Extracted data entries
· · ·

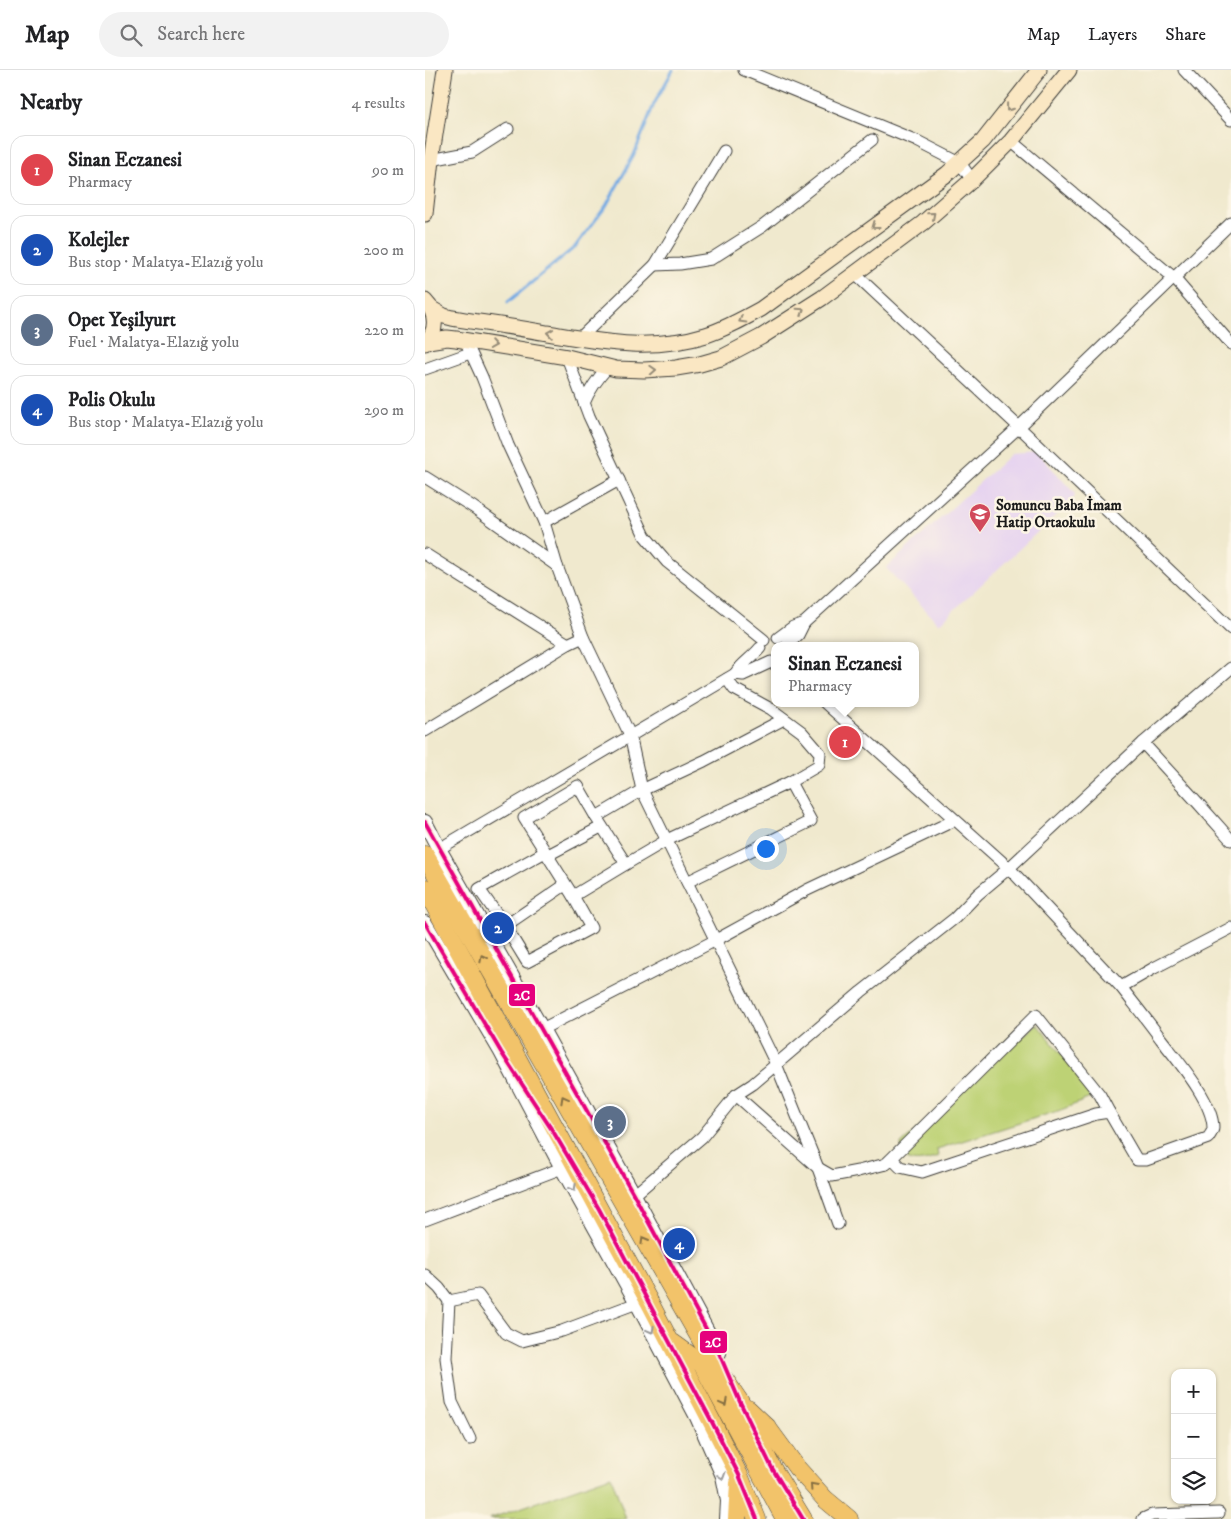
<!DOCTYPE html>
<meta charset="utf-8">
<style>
:root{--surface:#fff;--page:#f2f2f2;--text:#202124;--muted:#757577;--line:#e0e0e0;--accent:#7c3aed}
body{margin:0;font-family:"IM FELL DW Pica",serif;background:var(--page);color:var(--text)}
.controls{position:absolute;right:15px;bottom:15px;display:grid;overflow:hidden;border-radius:10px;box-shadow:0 1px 4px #0004}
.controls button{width:45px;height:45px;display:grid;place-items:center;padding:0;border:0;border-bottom:1px solid var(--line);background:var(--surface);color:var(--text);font:25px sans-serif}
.you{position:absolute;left:340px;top:778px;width:18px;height:18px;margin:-12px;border:4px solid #fff;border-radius:50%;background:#1a73e8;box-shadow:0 0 0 8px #1a73e833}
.badge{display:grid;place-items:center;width:32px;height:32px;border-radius:50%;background:var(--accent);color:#fff;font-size:16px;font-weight:700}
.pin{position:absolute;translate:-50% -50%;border:2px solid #fff;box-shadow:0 1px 5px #0006}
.popup{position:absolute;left:346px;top:572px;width:148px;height:65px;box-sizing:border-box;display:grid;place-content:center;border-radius:10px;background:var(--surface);filter:drop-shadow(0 1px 4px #0005);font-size:16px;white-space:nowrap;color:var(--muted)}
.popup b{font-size:19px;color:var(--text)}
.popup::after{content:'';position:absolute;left:50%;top:100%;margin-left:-10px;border:10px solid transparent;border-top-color:var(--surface)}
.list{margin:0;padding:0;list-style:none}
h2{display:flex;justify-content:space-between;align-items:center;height:65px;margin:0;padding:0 20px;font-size:21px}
h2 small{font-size:16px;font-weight:400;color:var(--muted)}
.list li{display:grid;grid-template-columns:32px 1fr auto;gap:15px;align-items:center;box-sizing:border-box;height:70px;margin:0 10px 10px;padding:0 10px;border:1px solid var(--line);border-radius:15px}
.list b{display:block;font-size:19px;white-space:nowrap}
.list p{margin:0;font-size:16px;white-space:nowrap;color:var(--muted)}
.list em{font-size:16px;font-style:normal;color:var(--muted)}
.icon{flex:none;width:28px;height:28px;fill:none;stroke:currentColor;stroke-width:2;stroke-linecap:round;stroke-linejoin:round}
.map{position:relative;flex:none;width:806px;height:1449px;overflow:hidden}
header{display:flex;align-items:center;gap:30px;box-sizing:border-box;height:70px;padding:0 25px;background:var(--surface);border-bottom:1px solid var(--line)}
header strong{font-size:24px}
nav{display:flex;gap:28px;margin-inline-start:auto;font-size:18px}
.search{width:350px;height:45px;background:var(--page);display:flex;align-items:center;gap:12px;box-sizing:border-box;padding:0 18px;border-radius:28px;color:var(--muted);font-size:19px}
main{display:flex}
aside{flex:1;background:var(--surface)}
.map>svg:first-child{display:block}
.built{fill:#e6d3f0}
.green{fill:#bdd275;stroke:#6c7748}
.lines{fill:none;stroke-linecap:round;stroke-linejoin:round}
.stream{stroke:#76abe3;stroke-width:3}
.minor-casing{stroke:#3c3b37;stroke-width:13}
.tertiary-casing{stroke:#3c3b37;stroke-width:16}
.secondary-casing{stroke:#3c3b37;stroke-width:17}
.trunk-casing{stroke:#3c3b37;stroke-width:19}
.minor{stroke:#fff;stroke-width:11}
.tertiary{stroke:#fff;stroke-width:14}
.secondary{stroke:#fae7c3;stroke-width:15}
.trunk{stroke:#f2c36a;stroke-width:18}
.bus-1-casing{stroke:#fcf5e5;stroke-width:8}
.bus-1{stroke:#e5007d;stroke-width:4}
.oneway{stroke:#968c78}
.oneway2{stroke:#877043}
.oneway3{stroke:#999}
.labels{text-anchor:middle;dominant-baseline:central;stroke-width:5;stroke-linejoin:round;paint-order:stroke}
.poi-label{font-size:15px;font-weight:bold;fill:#1c1c1c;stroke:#fcf5e5;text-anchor:start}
.line-badge{stroke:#fcf5e5;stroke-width:2}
.badge-label{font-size:14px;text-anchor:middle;font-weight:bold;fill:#fff}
</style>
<header>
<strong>Map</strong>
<div class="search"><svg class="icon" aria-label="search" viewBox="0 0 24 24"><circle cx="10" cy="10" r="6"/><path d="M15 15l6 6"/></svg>Search here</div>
<nav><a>Map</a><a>Layers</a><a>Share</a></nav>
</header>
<main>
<aside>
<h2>Nearby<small>4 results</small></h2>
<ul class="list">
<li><span class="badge" style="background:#e0444e">1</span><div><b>Sinan Eczanesi</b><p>Pharmacy</p></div><em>90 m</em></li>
<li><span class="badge" style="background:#1a4fb4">2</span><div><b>Kolejler</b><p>Bus stop · Malatya-Elazığ yolu</p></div><em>200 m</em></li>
<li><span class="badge" style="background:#5c6f8a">3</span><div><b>Opet Yeşilyurt</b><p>Fuel · Malatya-Elazığ yolu</p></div><em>220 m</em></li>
<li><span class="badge" style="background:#1a4fb4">4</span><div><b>Polis Okulu</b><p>Bus stop · Malatya-Elazığ yolu</p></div><em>290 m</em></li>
</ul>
</aside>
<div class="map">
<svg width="806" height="1449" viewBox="0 0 806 1449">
<rect width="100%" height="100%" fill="#fcf5e5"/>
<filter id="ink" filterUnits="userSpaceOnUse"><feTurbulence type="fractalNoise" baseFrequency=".02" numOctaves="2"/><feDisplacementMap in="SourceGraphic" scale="10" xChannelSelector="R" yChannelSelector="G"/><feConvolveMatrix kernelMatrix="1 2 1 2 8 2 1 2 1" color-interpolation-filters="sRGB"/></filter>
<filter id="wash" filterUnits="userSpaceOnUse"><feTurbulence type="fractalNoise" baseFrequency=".0096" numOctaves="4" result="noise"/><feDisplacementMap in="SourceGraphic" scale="20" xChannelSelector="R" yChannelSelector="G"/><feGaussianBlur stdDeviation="1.12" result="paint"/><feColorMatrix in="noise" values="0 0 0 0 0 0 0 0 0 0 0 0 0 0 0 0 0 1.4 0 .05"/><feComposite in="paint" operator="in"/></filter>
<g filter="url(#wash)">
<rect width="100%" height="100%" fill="#f0e9ce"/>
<polygon class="built" points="612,382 650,424 649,428 514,554 461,498 586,384"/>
<g class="green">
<path d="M 612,954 L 670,1026 L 636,1040 L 512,1079 L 513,1087 C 497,1092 477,1098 476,1074 Z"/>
<polygon points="186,1406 201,1449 64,1449"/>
</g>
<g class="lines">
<polyline class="stream" points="83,232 150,177 181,136 209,85 229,34 248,0"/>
</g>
</g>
<g filter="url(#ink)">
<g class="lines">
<g class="minor-casing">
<g id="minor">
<polyline points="319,0 492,71 535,93 547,110"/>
<polyline points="759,0 806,50"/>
<polyline points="586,71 748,207 806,274"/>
<polyline points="6,90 47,82 83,59"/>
<polyline points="230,195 255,194 286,189 338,156 447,70"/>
<polyline points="430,204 594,357 806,153"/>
<polyline points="155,268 230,195 299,81"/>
<polyline points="40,270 57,307 83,375 119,452 132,496 158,567"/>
<polyline points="142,287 164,346 220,466 242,492 339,570"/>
<polyline points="0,299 45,283"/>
<path d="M 159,333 C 165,319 173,308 183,297"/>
<polyline points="0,407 48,437 132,496"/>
<polyline points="119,452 194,410"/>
<polyline points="0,484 143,574"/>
<polyline points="379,553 594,357 806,559"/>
<polyline points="353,568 368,557 379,553 373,565 361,576"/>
<path d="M 335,578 C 327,588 316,594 310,604 L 318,605 L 346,592"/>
<polyline points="400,633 584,798 696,917 729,898 806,858"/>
<polyline points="0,661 143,574 158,567 205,665 217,720 351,994 393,1098 413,1154"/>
<polyline points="718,673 773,733 806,770"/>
<polyline points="14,779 310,604"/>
<polyline points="120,782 54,819 80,856 102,892 166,858 148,826 99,748 153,716 171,747"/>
<polyline points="123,785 176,757"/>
<polyline points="201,794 242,770 365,712 394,695 395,683 377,662 346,639 309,619 302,609"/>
<polyline points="262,812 386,751 365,712"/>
<polyline points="148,826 201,794 171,747 217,720 279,691 359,649"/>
<polyline points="80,856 140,815"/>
<polyline points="117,959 291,870 382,820 530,750"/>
<polyline points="311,1025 393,1098 407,1106 433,1101 461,1094 611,945 675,1025 684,1042"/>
<path d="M 461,1094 L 467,1089 L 475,1097 L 497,1102 L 671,1044 L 684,1042 L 712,1090 L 721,1090 L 783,1068 C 785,1065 788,1061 788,1058 C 788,1031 752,990 736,969 C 723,951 709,934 696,917"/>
<polyline points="209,1125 277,1067 311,1025 328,1014 436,922 530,848 553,824 584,798 718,673 806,598"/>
<polyline points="0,1150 137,1098"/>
<polyline points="0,1205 14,1218 24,1231 53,1225 81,1263 97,1271 137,1261 212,1233"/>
<polyline points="24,1231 21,1288 27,1332 45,1369"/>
<polyline points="718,1449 727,1445 794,1443"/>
</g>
</g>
<g class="tertiary-casing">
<g id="tertiary">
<polyline points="0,752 14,779 117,959 209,1125 294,1283"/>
<polyline points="0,853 76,982 137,1098 212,1233 272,1347 298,1406 303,1431 302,1449"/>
</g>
</g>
<g class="secondary-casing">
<g id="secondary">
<polyline points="0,144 6,90 20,0"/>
<path d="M 0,231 C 12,243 13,261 0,273"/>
<path d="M 7,239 L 19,246 L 27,248 C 59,253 90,257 122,263 C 177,272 225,282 281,265 C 300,259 318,249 336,239 L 522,104 L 558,71 L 614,0"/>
<polyline points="3,271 22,268 31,269 142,287 191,299 219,300 251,298 275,294 296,288 336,267 397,228 498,153 547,110 586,71 644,0"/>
</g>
</g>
<g class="trunk-casing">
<g id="trunk">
<polyline points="0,785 292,1298 315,1332 347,1398 378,1449"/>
<polyline points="0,818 225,1233 287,1352 314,1405 332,1449"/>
<polyline points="248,1273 277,1294 360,1449"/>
<polyline points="323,1339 342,1357 372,1398 400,1429 424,1449"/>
<polyline points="312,1449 314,1413"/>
</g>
</g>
<use href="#minor" class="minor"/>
<use href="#tertiary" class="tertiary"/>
<use href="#secondary" class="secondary"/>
<use href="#trunk" class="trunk"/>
<g class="bus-1-casing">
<g id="bus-1">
<polyline points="0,752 209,1125 294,1283 315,1332 347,1398 378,1449"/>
<polyline points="0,853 76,982 129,1063 174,1139 287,1352 314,1405 332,1449"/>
</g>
</g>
<use href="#bus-1" class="bus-1"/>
</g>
<defs><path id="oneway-chevron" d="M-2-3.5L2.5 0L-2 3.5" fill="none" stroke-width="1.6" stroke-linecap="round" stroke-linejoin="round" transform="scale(1.25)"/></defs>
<g class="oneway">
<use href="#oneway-chevron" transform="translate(584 38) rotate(128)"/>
<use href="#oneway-chevron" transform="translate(507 145) rotate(-41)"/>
<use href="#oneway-chevron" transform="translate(450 156) rotate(144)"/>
<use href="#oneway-chevron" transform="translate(376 241) rotate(-33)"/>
<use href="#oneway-chevron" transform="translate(317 250) rotate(150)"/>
<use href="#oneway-chevron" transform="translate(125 263) rotate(-171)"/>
<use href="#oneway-chevron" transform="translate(68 275) rotate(9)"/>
<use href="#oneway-chevron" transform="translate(228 300) rotate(-3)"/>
</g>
<g class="oneway2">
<use href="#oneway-chevron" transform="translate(58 888) rotate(-119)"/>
<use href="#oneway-chevron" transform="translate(139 1029) rotate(-119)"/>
<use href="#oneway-chevron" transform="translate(219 1170) rotate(-120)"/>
<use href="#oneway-chevron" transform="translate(299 1333) rotate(62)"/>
<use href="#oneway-chevron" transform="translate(388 1416) rotate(-132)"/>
</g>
<g class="oneway3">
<use href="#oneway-chevron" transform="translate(148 1118) rotate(61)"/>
<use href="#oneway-chevron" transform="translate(226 1260) rotate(62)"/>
<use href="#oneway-chevron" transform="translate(297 1406) rotate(72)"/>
</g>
</g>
<defs>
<g id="school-pin" transform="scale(1.125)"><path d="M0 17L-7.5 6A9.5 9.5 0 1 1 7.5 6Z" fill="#d1495b" stroke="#fcf5e5"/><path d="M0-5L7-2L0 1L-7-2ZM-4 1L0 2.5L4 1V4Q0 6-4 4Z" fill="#fff"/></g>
</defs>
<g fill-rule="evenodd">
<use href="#school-pin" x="555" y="444"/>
</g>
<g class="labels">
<g class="poi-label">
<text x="571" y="435">Somuncu Baba İmam<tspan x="571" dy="17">Hatip Ortaokulu</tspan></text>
</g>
</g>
<g class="line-badge">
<rect x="83" y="913" width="28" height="24" rx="5" fill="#e5007d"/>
<rect x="274" y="1260" width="29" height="24" rx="5" fill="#e5007d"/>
</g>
<g class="badge-label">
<text x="97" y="930">2C</text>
<text x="288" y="1277">2C</text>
</g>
</svg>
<div class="controls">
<button>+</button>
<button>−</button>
<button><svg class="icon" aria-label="layers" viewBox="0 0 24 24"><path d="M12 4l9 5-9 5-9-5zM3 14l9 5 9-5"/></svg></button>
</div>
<div class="you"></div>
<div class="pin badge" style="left:420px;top:672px;background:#e0444e">1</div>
<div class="popup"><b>Sinan Eczanesi</b>Pharmacy</div>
<div class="pin badge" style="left:73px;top:858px;background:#1a4fb4">2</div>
<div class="pin badge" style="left:185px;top:1052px;background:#5c6f8a">3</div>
<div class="pin badge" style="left:254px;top:1174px;background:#1a4fb4">4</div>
</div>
</main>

· · ·

From the records above, copy every line that holds the word "white".

[Response]:
.popup{position:absolute;left:346px;top:572px;width:148px;height:65px;box-sizing:border-box;display:grid;place-content:center;border-radius:10px;background:var(--surface);filter:drop-shadow(0 1px 4px #0005);font-size:16px;white-space:nowrap;color:var(--muted)}
.list b{display:block;font-size:19px;white-space:nowrap}
.list p{margin:0;font-size:16px;white-space:nowrap;color:var(--muted)}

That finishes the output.